[Data under study Boundary: Start]

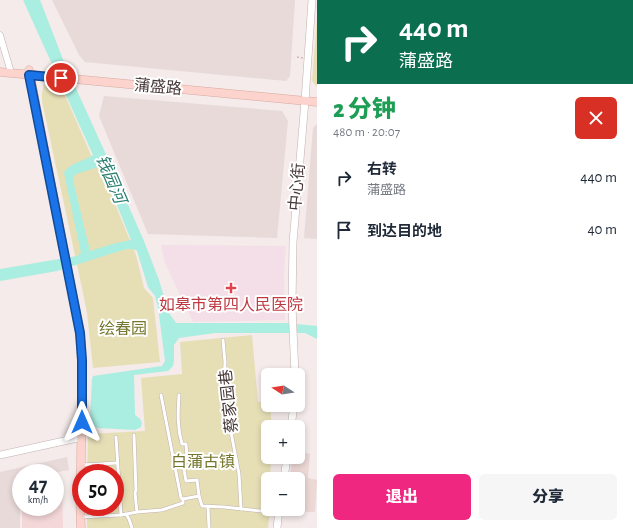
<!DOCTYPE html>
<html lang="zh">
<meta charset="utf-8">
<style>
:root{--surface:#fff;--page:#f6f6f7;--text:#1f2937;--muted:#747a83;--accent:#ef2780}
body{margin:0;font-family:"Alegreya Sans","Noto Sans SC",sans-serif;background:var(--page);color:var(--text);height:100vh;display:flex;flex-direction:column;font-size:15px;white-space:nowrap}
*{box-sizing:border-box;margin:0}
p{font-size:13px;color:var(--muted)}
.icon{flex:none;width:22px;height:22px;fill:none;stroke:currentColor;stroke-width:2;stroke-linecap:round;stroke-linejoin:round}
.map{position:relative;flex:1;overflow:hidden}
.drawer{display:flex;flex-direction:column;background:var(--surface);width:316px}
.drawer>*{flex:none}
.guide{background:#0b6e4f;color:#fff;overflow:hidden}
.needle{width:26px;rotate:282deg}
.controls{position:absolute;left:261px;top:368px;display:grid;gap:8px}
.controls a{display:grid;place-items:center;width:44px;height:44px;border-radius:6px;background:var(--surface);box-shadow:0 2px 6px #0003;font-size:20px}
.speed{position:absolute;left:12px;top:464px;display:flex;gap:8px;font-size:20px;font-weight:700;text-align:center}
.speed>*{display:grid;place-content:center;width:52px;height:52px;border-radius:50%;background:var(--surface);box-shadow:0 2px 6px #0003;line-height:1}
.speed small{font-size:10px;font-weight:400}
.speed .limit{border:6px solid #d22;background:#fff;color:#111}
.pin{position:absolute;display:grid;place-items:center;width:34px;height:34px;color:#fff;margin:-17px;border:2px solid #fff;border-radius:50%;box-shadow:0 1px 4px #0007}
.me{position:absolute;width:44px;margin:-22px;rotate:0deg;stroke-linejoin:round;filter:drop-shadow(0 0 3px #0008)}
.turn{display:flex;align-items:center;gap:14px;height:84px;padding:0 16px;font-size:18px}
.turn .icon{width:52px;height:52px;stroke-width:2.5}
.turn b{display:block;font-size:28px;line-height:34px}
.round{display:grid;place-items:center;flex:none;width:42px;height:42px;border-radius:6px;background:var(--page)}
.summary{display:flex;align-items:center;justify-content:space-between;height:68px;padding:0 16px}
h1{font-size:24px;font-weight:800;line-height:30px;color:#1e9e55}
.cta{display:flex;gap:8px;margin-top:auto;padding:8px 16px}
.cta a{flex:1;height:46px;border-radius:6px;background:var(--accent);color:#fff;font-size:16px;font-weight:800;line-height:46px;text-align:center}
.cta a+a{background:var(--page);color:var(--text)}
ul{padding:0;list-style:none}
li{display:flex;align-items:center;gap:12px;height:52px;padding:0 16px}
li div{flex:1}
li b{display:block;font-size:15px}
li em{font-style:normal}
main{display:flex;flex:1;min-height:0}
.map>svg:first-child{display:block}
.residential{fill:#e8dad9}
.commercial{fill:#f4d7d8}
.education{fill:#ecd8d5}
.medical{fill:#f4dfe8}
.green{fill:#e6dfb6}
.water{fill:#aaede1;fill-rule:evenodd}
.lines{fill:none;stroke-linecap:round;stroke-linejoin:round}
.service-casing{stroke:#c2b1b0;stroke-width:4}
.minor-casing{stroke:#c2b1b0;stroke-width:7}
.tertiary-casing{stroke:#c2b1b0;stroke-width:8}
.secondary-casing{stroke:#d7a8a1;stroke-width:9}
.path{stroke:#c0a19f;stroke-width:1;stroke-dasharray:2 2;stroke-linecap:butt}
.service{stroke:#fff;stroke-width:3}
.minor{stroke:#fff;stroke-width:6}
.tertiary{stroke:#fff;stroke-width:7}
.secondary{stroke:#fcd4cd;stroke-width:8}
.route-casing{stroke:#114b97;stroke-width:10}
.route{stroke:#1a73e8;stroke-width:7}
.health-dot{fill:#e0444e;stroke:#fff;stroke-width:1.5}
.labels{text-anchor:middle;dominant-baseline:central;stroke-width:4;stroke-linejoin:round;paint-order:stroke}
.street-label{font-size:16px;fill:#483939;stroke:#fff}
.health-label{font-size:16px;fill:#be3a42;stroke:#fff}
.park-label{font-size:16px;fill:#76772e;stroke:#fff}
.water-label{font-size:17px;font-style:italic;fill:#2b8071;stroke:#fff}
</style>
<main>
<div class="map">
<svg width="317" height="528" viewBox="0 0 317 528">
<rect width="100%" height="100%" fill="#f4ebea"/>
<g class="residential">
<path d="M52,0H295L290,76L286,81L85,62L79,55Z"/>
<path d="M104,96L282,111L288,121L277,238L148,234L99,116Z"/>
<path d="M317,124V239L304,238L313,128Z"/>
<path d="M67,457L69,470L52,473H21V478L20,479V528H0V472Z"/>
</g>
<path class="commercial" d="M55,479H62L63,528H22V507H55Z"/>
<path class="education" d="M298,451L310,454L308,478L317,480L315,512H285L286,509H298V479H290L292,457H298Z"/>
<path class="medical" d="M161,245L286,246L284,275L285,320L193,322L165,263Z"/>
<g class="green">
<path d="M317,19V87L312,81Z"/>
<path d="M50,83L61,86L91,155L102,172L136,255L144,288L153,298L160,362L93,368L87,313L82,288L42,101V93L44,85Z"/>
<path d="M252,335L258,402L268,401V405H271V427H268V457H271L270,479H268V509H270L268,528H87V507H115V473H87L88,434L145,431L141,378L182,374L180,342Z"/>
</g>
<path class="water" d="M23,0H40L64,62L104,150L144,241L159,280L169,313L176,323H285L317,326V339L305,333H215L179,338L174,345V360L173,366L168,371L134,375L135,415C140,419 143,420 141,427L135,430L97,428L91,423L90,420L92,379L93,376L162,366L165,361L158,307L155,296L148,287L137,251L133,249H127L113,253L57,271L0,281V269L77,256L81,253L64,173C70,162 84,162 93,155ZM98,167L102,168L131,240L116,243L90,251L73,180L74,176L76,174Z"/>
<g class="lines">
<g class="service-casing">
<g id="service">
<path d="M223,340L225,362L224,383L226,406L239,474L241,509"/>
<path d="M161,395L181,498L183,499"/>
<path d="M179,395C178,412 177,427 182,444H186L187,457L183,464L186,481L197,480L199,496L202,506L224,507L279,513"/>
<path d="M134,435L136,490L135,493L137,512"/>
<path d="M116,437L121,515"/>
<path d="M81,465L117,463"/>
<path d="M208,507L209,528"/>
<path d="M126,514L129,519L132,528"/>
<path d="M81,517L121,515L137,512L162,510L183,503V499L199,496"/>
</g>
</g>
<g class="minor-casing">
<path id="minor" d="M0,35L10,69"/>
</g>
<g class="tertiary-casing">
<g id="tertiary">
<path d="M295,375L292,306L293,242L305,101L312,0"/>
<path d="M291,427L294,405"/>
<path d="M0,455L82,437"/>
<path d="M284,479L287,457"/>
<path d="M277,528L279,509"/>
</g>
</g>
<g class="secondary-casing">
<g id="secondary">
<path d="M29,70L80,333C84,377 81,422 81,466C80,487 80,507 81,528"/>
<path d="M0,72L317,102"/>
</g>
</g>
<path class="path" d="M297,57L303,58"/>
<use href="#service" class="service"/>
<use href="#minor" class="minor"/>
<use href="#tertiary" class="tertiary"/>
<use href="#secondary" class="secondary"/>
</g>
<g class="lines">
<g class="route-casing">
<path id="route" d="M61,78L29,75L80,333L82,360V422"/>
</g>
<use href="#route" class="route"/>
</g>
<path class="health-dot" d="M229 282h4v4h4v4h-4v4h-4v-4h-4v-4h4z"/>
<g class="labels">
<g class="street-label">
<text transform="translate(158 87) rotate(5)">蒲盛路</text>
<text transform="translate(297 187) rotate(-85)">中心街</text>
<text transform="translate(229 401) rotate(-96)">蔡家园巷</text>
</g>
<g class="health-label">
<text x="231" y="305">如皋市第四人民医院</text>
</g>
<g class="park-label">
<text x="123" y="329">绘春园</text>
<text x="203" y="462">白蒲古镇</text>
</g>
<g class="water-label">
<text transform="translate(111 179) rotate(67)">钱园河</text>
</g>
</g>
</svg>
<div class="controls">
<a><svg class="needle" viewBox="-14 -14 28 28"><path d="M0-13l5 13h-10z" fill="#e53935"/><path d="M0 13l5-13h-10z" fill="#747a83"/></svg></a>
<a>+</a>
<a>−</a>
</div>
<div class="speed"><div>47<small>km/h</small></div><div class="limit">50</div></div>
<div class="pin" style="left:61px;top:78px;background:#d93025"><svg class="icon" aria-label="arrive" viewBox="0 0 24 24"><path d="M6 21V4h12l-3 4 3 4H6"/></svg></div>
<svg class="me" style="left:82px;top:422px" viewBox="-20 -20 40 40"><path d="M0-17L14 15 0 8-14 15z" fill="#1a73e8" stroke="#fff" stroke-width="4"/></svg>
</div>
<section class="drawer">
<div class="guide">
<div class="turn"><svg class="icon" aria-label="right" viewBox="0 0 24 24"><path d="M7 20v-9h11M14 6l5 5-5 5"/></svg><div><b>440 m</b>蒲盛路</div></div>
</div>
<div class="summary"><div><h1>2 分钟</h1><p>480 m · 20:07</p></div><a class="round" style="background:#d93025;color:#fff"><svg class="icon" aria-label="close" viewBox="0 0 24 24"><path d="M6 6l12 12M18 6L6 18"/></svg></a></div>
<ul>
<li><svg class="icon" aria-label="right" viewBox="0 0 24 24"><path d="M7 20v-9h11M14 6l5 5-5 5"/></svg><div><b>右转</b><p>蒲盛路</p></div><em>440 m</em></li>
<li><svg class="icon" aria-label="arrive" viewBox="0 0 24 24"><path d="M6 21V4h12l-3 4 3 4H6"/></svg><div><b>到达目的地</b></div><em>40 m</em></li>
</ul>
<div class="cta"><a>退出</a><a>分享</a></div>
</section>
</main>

[Data under study Boundary: End]

• [What is expected]: In the listing above, count the lines where the string "shadow" occurs, then give that count and nothing else.

• [Result for this exercise]: 4